#### Data section

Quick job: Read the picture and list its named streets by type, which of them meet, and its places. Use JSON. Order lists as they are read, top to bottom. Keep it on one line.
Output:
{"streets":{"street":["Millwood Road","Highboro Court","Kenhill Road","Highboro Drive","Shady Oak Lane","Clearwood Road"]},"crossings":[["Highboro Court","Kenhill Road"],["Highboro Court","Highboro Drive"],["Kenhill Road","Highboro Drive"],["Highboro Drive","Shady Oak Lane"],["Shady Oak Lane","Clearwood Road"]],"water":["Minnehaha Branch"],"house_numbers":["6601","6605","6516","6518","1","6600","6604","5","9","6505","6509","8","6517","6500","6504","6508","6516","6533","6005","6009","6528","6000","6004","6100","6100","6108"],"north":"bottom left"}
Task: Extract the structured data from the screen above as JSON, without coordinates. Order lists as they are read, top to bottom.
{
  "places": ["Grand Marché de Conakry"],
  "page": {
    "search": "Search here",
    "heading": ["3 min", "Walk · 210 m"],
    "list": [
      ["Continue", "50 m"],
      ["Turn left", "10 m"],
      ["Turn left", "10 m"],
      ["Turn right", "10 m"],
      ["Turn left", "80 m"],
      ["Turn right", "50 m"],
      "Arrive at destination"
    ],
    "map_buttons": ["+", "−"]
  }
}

#### Directions
Your task is to restate all of the records above word for word.

#### Answer space
Quick job: Read the picture and list its named streets by type, which of them meet, and its places. Use JSON. Order lists as they are read, top to bottom. Keep it on one line.
Output:
{"streets":{"street":["Millwood Road","Highboro Court","Kenhill Road","Highboro Drive","Shady Oak Lane","Clearwood Road"]},"crossings":[["Highboro Court","Kenhill Road"],["Highboro Court","Highboro Drive"],["Kenhill Road","Highboro Drive"],["Highboro Drive","Shady Oak Lane"],["Shady Oak Lane","Clearwood Road"]],"water":["Minnehaha Branch"],"house_numbers":["6601","6605","6516","6518","1","6600","6604","5","9","6505","6509","8","6517","6500","6504","6508","6516","6533","6005","6009","6528","6000","6004","6100","6100","6108"],"north":"bottom left"}
Task: Extract the structured data from the screen above as JSON, without coordinates. Order lists as they are read, top to bottom.
{
  "places": ["Grand Marché de Conakry"],
  "page": {
    "search": "Search here",
    "heading": ["3 min", "Walk · 210 m"],
    "list": [
      ["Continue", "50 m"],
      ["Turn left", "10 m"],
      ["Turn left", "10 m"],
      ["Turn right", "10 m"],
      ["Turn left", "80 m"],
      ["Turn right", "50 m"],
      "Arrive at destination"
    ],
    "map_buttons": ["+", "−"]
  }
}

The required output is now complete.